The Vermont Senate Natural Resources Committee passed a bill out of committee this week that would bring some changes to the Environmental Division of the Vermont Superior Court and to the appeal process for various types of environmental and land use permits, including Act 250 permits and permits issued by the Agency of Natural Resources (ANR). Other elements of the bill would legislatively override recent Environmental Court precedent regarding party status in Act 250 proceedings and direct the Natural Resources Board (NRB) to report to the legislature on how Act 250 can better address several of the most intractable environmental and land use issues facing the state: anthropogenic climate change; allowing rural and agricultural areas to remain open and available for agricultural and forest land; and handling the cumulative effects of development.
This bill grew out of the NRB and ANR’s joint report to the legislature, which was developed, in part, through a series of focus group meetings with environmental and land use stakeholders and public meetings. The main elements of the bill that the Senate Natural Resources Committee passed this week follow.
1. Add a magistrate to the Environmental Court
- The magistrate would be a full-time employee, nominated, appointed, confirmed, and retained in the same manner as a superior court judge, but compensated as a magistrate in any other state court.
- Magistrate Powers and Duties:
- Case management
- Discovery process management
- Decide procedural issues
- Decide whether appeals should be consolidated or coordinated
- Decide whether to refer matters to Alternative Dispute Resolution (ADR)
- Conduct ADR
- Issue recommended decisions on the merits of any matter to an Environmental Court judge (all parties to the matter would have the opportunity to comment on the recommended decisions before the judge makes a final decision)
- Issue final decisions on the merits of relatively simple matters deemed non-significant in terms of precedential effect (a judge will determine if a matter meets these criteria)
2. Codify ethical standards for Act 250 district commissioners.
- The ethical standards include a one-year moratorium on former district commissioners preventing them from advocating before their own former district commissions for pecuniary gain and from advocating, for pecuniary gain, before any public body, including the legislature, regarding any matter that they had substantive involvement with while on the district commission
3. Act 250 Party Status Change.
- Ease the requirements to establish party status in Act 250 cases so that a person seeking party status must initially merely allege a “particularized interest protected by [Act 250] that may be attributable to a proposed development or subdivision.” If the allegations are challenged, the party must prove only a “reasonable possibility of injury to a particularized interest” due to the proposed project in order to overcome a challenge to party status.
- This change is intended to relieve the perceived burdens to establishing Act 250 party status that were set out in the Environmental Court’s July 2010 decision In re Pion Sand & Gravel Pit, Docket No. 245-12-09 Vtec (July 2, 2010).
4. Pilot Project to Test Use of Record Review of Act 250 Decisions through July 2016.
- Only applies to Districts 1, 4, and 5.
- Decision to hold on-the-record hearings will be made after a prehearing conference to consider the issue.

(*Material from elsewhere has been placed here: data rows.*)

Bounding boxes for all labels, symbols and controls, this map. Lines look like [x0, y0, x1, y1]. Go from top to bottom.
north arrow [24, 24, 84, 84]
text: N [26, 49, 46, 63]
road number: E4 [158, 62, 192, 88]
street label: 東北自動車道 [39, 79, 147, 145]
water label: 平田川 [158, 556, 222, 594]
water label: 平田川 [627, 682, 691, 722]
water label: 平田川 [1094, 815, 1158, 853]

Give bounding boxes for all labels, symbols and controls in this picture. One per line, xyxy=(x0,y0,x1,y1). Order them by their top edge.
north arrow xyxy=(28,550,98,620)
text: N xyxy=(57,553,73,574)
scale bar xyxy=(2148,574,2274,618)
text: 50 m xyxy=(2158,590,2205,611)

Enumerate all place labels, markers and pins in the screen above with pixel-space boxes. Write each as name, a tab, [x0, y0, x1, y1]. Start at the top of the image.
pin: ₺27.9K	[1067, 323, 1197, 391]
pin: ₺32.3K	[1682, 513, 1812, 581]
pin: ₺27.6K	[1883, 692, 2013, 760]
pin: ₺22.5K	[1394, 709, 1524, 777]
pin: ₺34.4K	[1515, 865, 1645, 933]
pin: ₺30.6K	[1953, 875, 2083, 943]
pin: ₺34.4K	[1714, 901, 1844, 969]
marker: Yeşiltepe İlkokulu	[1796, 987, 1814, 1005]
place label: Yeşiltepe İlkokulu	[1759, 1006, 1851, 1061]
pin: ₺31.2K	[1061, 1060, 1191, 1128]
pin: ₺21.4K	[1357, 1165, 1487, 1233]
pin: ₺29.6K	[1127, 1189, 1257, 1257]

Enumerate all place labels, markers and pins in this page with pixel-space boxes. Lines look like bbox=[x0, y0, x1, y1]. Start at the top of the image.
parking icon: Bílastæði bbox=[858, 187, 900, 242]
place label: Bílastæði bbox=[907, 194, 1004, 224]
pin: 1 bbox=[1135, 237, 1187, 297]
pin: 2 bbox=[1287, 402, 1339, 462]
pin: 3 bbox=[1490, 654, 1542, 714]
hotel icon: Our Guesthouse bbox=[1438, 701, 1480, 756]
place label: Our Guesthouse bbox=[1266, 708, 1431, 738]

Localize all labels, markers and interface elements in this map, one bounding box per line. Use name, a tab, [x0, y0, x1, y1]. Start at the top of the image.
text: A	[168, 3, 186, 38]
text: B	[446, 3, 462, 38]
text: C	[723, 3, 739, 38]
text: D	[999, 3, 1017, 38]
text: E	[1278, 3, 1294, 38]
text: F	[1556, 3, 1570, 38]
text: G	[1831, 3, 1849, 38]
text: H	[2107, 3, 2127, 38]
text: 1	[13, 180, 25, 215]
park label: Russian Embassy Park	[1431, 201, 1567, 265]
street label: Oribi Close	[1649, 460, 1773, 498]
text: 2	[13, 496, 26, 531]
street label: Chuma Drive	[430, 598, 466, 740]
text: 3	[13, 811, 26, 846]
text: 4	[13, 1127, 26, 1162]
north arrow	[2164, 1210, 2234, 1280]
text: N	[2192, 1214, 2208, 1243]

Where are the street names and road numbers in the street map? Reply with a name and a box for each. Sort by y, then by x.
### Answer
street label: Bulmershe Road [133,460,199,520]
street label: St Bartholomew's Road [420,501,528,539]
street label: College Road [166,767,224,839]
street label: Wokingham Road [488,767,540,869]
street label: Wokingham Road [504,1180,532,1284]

- Criteria for the decision to hold on-the-record hearings are:
- whether the proposed project is likely to be contested and appealed
- whether on-the-record hearings would likely save cost and time
- whether on-the-record hearings would assure complete information and argument submitted to the district commission
- whether on-the record hearings will unnecessarily burden parties
- whether on-the-record hearings will significantly deter citizen participation or pro se party participation
- The district commissions must provide video recording of on-the-record hearings.
- On appeal to the Environmental Court, the appellant has the burden to demonstrate that the district commission committed reversible error.
- The appellant may not raise any objections that were not raised at the district commission in the underlying hearings.
- The standard of review for factual findings is that the district commission’s findings will be conclusive as long as they are supported by substantial record evidence.
- The standard of review for other district commission decisions and conclusions is the “arbitrary, capricious, abuse of discretion, or otherwise not in accordance with the law” standard.
5. ANR Report to the Legislature Regarding Record Review of ANR Decisions by 2013.
- The report would:
- document the number of appeals of ANR decisions that have occurred in the preceding three years and the amount of staff time needed for those appeals;
- state the changes needed within ANR to provide for on-the-record review of its decisions; and
- recommend the appropriate standards of review of ANR decisions in any appeal, whether de novo or on-the-record, and detail any changes needed at ANR to make those standards of review appropriate.
6. NRB Report to the Legislature Regarding Act 250 Effectiveness on Pressing Issues by 2013.
- The report would make recommendations on how Act 250 could better address:
- anthropogenic climate change;
- preservation of “Vermont’s settlement pattern,” which allegedly involves “concentrated settlements surrounded by rural countryside and prevention of sprawl and the related loss of agricultural soils and forestland”; and
- the “cumulative impacts of development over time.”
Now that the bill has left Senate Natural Resources, it must move to the Rules Committee for approval to continue. Likely next steps would be to the Senate Appropriations Committee before reaching the Senate floor. The House has not yet considered this bill; therefore, if it passes the Senate, the House may take it up in a committee.